TTS with orchestration by client app

To support alternate solutions for text to speech, DLGaaS provides the current conversation language and the TTS voice settings configured in Mix.dialog for the response messages as part of ExecuteResponse payload messages. The active language lets the client application know for which language to generate speech. The voice information lets the client application know, if you are using Mix TTSaaS, which Nuance voice profile to request as part of a TTSaaS SynthesisRequest.

Here is an example of language and TTS voice parameters in the DLGaaS response:

{
  "payload": {
    "messages": [],
    "qa_action": {
      "message": {
        "nlg": [{
            "text": "What type of coffee would you like?"
          }
        ],
        "visual": [{
            "text": "What <b>type</b> of coffee would you like? For the list of options, see the <a href=\"www.myserver.com/menu.html\">menu</a>."
          }
        ],
        "language": "en-us",
        "tts_parameters": {
            "voice": {
                "name": "Evan",
                "model": "enhanced",
                "gender": "MALE",
                "language": "en-us",
                "voice_type": "standard"
            }
        }
      }
    }
  }
}

The nlg text contents of response payload messages provide input to pass to TTSaaS if you are doing your own orchestration.

This field contains the message contents as defined in Mix.dialog, including dynamically rendered content as applicable. Depending on what was configured in Mix.dialog, this may include SSML tags.

Voice type and orchestration

The TTS parameters voice parameters includes a field voice_type. This field can take on one of two values:

For both standard and neural voices, you can send a TTSaaS SynthesisRequest to the same standard TTSaaS endpoint. However, some details and requirements will be different to invoke neural voices using Neural TTS compared to standard voices. See Input to synthesize, Input: text or SSML and NTTS sample synthesis client for more details.

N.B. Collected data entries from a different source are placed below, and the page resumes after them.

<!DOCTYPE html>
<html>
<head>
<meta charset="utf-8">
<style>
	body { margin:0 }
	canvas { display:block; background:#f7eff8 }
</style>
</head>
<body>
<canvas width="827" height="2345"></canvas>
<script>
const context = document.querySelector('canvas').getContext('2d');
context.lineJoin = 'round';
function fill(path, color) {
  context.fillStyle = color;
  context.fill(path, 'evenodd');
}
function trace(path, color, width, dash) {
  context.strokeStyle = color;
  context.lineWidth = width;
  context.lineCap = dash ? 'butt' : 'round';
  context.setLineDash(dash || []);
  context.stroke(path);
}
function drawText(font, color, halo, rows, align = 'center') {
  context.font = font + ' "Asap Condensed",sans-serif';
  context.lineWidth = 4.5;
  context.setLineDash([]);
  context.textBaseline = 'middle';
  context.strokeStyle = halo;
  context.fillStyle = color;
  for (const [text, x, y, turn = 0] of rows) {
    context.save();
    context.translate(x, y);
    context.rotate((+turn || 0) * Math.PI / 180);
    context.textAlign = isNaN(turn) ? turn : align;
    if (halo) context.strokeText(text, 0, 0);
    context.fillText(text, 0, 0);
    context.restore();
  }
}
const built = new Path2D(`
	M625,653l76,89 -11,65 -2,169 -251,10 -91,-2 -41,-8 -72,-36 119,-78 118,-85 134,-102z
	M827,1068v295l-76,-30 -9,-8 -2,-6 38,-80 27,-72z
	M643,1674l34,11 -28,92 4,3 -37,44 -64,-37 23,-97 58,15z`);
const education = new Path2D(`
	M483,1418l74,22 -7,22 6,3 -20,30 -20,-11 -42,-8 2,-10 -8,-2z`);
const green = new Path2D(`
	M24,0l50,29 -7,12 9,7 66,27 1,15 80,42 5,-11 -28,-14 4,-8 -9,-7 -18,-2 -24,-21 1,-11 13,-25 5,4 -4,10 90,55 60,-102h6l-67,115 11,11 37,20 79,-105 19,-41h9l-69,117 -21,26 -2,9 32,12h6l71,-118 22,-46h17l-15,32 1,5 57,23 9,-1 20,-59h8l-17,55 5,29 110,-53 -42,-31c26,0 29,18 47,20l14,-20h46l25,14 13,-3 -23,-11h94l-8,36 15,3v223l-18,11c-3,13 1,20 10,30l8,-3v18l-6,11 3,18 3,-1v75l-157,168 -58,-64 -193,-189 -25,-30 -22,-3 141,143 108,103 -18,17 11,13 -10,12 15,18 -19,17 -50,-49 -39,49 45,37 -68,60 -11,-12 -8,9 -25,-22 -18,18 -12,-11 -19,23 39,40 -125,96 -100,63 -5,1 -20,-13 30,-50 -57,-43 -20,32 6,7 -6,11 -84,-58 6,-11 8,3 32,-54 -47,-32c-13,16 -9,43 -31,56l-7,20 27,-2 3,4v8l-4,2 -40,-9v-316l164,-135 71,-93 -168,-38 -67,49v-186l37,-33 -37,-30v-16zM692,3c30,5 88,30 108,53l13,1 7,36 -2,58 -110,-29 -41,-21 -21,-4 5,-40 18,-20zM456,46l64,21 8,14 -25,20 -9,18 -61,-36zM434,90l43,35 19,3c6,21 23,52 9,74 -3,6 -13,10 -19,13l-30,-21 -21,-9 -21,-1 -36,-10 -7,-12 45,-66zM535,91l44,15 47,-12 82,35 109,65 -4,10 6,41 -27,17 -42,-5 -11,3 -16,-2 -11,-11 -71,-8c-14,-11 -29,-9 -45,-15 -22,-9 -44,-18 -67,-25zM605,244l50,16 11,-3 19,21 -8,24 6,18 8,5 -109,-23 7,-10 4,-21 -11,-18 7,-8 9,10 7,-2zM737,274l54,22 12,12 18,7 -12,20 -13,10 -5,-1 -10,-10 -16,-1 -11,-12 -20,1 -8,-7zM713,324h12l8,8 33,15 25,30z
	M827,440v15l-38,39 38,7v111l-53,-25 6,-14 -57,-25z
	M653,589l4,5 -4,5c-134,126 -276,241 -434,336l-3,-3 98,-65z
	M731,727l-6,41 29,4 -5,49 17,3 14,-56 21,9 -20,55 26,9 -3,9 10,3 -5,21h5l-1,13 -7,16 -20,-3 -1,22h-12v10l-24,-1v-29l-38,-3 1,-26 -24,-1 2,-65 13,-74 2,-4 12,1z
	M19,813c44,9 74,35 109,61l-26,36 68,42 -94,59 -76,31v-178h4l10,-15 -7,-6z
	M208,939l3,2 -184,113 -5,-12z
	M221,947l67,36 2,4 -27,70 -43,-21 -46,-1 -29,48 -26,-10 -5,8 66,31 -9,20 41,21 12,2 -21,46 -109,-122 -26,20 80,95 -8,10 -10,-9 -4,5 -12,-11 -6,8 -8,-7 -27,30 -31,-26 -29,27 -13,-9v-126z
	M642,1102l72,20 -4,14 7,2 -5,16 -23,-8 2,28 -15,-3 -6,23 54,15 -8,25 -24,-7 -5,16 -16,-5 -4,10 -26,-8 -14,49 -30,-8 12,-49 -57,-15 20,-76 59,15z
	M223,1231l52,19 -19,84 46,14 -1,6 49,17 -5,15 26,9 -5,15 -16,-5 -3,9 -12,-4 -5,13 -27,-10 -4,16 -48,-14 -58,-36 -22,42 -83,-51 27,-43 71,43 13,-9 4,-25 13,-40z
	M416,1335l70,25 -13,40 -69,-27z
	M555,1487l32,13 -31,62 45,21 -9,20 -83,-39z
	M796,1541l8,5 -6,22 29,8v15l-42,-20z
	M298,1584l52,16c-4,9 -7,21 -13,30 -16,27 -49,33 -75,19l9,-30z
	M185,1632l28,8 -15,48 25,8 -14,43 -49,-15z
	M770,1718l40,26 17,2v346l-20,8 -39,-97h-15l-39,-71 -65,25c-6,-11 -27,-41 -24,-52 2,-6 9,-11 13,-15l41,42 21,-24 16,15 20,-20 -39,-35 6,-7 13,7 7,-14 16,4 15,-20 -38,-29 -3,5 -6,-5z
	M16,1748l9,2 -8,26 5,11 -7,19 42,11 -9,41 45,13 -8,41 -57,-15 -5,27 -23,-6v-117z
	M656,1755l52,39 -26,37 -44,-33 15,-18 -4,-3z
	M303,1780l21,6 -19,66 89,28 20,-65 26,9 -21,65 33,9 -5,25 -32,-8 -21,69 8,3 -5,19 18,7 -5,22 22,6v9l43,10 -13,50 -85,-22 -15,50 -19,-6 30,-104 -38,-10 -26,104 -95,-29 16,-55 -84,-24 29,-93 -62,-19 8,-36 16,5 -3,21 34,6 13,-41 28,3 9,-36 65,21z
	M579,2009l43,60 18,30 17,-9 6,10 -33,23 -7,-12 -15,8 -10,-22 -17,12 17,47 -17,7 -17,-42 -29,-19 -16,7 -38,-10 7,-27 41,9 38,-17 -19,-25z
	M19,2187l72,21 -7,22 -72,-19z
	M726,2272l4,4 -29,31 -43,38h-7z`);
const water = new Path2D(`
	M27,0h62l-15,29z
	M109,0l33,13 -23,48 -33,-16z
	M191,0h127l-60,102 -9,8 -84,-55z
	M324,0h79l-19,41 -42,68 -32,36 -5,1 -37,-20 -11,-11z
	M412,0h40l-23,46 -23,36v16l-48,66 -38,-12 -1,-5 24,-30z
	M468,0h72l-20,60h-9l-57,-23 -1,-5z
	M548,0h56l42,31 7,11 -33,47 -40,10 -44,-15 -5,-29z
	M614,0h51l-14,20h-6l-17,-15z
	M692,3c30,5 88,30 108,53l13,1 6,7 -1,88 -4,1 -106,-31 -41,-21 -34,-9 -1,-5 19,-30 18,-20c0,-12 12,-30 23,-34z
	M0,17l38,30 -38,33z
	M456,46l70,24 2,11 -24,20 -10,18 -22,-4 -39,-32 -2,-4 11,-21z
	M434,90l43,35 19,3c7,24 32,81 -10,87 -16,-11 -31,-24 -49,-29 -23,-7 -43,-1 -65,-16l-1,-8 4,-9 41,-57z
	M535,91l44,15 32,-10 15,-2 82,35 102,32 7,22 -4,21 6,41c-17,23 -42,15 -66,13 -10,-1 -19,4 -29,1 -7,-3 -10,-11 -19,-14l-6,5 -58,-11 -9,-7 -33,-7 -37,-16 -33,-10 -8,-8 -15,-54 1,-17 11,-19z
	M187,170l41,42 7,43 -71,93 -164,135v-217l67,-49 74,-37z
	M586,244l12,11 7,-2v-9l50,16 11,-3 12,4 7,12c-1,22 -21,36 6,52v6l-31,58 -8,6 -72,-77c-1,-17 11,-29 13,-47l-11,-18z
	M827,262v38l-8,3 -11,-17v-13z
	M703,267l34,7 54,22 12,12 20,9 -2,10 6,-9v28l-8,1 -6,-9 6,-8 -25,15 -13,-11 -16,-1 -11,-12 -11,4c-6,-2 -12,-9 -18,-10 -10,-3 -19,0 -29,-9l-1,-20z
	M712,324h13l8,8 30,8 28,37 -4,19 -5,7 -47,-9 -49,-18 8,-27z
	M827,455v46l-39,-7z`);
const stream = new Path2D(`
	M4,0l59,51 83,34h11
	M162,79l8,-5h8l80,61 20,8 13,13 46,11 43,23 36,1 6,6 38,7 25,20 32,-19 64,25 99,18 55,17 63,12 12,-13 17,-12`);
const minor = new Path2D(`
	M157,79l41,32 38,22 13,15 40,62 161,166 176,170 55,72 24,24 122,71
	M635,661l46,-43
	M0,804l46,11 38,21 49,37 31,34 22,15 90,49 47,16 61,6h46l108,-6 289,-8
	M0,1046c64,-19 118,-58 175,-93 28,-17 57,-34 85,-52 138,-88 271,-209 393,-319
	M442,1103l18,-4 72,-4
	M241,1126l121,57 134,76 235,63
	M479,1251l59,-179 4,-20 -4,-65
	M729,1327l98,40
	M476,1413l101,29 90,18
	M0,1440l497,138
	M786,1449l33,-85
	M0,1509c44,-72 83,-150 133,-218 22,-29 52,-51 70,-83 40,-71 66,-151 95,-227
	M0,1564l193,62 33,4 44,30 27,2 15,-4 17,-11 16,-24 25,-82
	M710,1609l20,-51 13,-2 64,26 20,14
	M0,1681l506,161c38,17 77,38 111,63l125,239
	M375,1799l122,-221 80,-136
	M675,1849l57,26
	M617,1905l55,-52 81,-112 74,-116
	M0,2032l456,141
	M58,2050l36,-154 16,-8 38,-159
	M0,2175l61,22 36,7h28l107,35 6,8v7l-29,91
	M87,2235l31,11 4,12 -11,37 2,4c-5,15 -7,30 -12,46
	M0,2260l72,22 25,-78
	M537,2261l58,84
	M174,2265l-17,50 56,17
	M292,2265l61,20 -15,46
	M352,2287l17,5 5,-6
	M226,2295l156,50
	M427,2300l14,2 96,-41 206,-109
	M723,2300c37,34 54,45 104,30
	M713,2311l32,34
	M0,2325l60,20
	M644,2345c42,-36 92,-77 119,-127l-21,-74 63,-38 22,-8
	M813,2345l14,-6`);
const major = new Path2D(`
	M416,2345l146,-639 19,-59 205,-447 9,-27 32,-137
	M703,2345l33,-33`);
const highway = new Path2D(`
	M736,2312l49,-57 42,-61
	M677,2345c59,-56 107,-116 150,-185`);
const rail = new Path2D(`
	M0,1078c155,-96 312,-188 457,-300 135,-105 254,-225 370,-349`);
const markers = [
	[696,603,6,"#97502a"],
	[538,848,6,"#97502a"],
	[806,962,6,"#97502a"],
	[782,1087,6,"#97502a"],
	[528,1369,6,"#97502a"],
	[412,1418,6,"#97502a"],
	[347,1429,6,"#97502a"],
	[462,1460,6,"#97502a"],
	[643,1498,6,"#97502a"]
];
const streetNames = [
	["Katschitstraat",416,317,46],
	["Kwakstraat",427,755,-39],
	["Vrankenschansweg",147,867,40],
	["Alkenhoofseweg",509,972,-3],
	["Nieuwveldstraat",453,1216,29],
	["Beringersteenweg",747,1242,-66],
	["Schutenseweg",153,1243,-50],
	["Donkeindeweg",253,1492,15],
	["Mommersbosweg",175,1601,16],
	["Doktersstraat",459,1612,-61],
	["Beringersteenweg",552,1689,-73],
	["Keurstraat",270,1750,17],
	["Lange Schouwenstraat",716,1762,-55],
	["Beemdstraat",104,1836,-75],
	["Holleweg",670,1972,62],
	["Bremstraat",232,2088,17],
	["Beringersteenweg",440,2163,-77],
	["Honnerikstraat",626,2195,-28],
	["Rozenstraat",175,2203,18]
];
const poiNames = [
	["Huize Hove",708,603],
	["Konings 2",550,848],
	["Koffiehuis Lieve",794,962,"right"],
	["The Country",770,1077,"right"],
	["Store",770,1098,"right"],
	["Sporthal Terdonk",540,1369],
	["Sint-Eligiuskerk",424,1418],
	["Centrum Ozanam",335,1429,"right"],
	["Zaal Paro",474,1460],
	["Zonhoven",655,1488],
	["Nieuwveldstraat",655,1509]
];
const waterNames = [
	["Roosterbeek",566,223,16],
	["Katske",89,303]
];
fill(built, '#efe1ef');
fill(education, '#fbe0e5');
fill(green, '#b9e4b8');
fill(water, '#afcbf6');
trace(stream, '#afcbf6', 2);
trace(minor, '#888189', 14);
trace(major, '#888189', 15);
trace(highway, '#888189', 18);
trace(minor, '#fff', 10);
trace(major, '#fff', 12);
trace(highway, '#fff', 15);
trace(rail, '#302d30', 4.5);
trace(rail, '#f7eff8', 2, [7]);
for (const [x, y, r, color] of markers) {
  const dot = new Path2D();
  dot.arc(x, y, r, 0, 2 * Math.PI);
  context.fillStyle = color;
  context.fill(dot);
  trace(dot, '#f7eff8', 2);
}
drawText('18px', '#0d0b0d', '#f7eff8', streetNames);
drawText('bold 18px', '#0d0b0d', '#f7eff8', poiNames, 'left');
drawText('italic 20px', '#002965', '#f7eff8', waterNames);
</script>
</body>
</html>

Generate and play TTS audio client side

For each message within the ExecuteResponse of the first StreamOutput message:

  1. Extract the contents of the nlg field. This gives the text to synthesize for the message.
  2. Extract the contents of the tts_parameters field. This gives the settings to use for TTSaaS, including the voice to use.
  3. Use the TTSaaS Synthesizer API to generate speech audio using the nlg text, the voice information from the tts_parameters, and audio parameters specifying the encoding format to use for the generated audio. The Synthesizer API will generate speech and return a stream of audio bytes.
  4. Extract the audio bytes from the returned audio stream and play to the user.

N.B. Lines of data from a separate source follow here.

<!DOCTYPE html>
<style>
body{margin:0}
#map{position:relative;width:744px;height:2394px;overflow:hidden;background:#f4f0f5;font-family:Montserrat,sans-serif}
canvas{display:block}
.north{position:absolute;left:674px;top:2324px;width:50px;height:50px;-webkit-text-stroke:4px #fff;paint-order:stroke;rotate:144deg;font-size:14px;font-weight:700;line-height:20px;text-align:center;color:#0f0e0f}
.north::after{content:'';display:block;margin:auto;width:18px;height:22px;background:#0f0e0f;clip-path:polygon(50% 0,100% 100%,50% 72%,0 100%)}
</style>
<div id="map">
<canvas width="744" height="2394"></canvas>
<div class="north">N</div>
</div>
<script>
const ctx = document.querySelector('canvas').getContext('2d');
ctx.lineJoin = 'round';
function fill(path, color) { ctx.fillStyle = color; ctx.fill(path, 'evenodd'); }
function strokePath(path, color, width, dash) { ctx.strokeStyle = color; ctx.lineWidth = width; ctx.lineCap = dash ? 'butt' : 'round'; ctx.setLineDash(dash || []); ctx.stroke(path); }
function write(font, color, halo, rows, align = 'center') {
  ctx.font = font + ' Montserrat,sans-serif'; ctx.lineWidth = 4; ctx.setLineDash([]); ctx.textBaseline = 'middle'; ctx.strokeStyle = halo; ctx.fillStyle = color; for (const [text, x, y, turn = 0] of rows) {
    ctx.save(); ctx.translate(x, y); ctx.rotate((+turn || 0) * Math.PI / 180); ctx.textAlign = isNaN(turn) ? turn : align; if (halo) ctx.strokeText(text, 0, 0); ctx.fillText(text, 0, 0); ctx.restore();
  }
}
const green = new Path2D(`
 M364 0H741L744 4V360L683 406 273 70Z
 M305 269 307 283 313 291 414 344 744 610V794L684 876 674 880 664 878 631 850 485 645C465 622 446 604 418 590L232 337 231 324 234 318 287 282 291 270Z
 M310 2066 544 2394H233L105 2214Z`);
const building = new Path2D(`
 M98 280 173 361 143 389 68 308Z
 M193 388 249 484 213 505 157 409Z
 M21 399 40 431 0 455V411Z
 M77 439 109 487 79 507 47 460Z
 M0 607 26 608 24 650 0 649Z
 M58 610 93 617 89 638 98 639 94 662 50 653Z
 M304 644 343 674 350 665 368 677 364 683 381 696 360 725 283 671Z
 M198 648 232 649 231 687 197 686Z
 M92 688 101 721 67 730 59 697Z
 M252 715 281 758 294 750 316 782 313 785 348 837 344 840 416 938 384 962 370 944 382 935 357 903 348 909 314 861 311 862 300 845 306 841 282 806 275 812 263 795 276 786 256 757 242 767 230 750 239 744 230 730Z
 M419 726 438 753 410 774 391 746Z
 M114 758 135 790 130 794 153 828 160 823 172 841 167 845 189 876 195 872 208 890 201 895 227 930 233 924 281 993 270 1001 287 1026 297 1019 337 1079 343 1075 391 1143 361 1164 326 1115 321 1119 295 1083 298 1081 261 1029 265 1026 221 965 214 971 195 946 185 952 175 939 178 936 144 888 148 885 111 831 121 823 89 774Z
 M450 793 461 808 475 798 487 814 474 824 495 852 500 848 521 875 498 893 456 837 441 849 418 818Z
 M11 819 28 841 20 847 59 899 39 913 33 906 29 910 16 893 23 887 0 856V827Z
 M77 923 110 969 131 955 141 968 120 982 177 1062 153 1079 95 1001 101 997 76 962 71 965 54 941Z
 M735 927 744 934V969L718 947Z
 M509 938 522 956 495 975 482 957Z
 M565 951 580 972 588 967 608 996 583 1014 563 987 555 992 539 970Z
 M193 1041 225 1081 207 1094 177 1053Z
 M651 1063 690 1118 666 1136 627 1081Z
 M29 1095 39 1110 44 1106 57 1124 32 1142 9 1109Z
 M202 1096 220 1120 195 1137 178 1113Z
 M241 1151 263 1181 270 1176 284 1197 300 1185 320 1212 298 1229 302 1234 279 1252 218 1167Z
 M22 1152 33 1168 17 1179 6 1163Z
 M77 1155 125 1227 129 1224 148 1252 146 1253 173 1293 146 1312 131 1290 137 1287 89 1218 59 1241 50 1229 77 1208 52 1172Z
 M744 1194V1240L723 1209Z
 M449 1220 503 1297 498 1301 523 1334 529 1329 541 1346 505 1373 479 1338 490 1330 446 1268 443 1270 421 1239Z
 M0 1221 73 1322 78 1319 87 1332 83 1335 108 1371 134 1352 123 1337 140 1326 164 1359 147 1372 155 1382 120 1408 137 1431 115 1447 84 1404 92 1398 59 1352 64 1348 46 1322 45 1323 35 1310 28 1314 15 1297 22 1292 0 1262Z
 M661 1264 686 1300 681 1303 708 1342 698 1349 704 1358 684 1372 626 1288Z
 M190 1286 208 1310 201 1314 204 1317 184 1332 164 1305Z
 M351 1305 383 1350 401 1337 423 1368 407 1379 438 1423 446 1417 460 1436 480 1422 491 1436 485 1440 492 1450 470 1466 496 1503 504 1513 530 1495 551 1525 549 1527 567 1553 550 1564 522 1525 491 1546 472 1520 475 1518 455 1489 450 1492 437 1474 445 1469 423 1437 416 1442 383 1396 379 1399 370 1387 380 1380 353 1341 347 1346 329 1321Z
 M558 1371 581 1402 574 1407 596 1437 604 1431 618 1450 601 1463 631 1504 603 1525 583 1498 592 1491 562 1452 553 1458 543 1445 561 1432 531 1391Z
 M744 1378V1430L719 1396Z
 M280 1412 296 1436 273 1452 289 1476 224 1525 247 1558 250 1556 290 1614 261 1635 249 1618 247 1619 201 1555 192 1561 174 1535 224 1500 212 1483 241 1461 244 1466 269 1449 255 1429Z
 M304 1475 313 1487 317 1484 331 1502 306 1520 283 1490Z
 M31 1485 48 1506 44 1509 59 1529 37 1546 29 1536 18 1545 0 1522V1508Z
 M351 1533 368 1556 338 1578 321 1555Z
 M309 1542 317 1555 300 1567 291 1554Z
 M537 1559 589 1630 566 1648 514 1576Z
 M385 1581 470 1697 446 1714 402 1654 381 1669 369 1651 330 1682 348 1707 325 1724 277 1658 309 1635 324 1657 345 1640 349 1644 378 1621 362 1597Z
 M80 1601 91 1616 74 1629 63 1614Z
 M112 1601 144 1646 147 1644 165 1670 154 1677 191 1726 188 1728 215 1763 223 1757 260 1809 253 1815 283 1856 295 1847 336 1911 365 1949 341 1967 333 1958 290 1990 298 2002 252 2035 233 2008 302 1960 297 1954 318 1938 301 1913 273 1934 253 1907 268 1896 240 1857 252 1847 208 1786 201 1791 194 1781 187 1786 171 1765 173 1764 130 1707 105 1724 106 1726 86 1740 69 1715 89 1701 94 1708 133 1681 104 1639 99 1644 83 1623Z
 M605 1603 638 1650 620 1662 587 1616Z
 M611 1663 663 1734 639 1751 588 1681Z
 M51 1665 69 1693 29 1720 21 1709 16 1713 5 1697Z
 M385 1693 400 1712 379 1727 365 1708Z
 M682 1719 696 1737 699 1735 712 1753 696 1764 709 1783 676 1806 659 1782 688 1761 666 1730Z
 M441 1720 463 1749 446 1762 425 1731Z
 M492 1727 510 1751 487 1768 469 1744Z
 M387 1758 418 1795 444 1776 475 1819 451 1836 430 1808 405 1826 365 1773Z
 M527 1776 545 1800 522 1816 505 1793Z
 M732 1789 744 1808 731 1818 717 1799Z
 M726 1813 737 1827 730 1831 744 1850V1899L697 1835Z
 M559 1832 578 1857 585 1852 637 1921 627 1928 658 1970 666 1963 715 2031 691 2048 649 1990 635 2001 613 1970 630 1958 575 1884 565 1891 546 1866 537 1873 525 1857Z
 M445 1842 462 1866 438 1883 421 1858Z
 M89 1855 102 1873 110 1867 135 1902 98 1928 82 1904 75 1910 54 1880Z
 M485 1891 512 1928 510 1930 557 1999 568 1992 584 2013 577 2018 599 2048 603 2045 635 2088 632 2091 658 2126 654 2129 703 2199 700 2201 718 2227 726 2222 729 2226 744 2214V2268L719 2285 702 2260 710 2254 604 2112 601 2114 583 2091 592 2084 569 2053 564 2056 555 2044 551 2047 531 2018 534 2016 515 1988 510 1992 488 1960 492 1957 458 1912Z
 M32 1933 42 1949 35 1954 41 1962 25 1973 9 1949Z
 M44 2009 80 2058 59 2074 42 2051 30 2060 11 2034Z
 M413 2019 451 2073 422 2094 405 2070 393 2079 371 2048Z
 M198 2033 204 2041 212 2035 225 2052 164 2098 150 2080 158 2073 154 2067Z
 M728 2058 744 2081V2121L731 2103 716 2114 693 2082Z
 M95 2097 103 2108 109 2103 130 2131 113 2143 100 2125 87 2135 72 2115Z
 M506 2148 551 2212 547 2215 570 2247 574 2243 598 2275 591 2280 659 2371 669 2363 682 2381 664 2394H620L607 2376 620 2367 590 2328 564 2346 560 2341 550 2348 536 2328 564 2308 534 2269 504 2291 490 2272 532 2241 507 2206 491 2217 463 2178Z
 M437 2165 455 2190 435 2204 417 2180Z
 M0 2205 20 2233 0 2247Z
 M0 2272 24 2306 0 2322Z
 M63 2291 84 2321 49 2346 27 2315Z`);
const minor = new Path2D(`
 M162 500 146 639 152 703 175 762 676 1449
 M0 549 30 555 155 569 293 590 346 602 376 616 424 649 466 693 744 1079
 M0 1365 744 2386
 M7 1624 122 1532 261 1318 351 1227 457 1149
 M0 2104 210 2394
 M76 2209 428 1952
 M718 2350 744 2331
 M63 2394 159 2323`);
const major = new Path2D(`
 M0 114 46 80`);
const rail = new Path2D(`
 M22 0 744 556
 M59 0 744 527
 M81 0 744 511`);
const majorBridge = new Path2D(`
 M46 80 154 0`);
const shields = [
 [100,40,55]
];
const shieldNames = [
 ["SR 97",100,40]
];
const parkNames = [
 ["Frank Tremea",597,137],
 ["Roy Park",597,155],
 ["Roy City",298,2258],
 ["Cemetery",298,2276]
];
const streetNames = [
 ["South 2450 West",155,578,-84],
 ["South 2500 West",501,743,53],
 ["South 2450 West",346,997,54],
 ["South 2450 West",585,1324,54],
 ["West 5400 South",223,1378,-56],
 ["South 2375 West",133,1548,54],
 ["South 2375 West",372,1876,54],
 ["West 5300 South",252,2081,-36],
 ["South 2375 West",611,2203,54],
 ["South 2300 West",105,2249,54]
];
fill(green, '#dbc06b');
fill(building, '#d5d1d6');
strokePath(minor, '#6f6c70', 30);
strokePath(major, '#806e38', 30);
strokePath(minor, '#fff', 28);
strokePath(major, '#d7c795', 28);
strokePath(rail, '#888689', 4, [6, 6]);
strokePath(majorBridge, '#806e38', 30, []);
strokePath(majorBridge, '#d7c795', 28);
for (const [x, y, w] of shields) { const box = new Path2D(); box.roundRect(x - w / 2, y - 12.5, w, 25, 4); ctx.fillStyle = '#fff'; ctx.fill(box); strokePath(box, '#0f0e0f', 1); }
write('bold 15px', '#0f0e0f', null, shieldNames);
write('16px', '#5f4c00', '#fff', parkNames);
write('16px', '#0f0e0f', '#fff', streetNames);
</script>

If your project and application are multi-lingual, you need to be careful if your dialog flow is configured to change the active language mid-flow. TTSaaS voices are language specific, so different messages within the same response may use different TTS voices. In this case you may need to send a separate TTSaaS request for each message in the response.

Otherwise, for a single-language project configured to use one voice, it is more efficient to concatenate the nlg text from all the messages in the response and send a single TTSaaS request to generate the speech audio for the entire response.